Irena Blute scite author profile

Surface properties of poly(N-isopropylacrylamide) (PNIPAM) copolymer films were studied by contact angle measurements and optical and atomic force microscopy. We prepared a series of copolymers of N-isopropylacrylamide with N-tert-butylacrylamide (NtBA) in order of increasing hydrophobicity. The measurements of the advancing contact angle of water at 37 degrees C were hampered by the observation of a distinct stick/slip pattern on all polymers in the series with the exception of poly(NtBA) (PNtBA). We attributed this behavior to the film deformation by the vertical component of liquid surface tension leading to the pinning of the moving contact line. This was confirmed by the observation of a ridge formed at the pinned contact line by optical microscopy. However, meaningful contact (without the stick/slip pattern and with a time-independent advancing contact angle) angles for this thermoresponsive polymer series could be obtained with carefully selected organic liquids.

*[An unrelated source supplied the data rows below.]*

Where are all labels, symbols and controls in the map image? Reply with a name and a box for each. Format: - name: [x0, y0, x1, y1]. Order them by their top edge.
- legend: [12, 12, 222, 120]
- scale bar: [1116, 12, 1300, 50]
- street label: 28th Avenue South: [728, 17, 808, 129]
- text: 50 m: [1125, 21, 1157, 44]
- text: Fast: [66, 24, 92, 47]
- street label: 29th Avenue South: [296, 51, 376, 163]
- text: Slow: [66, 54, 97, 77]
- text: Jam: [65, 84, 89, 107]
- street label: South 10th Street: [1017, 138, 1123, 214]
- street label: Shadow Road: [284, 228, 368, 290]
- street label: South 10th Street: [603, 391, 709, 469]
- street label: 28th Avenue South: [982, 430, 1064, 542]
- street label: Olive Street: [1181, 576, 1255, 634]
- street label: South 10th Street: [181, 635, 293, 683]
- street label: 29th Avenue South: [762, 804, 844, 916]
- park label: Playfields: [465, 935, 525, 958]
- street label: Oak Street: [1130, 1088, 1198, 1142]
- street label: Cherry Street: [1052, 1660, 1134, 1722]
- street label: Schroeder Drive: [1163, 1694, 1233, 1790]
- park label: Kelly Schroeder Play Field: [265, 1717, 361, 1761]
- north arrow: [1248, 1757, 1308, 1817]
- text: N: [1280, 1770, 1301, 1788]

We used the Li and Neumann equation of state to calculate the surface energy and contact angles of water for all polymers in the series of copolymers and van Oss, Chaudhury, and Good (vOCG) acid-base theory for PNtBA. The surface energies of the thermoresponsive polymers were in the range of 38.9 mJ/m2 (PNIPAM) to 31 mJ/m2 (PNtBA) from the equation of state approach. The surface energy of PNtBA calculated using vOCG theory was 29.0 mJ/m2. The calculated contact angle for PNIPAM (74.5 +/- 0.2 degrees ) is compared with previously reported contact angles obtained for PNIPAM-modified surfaces.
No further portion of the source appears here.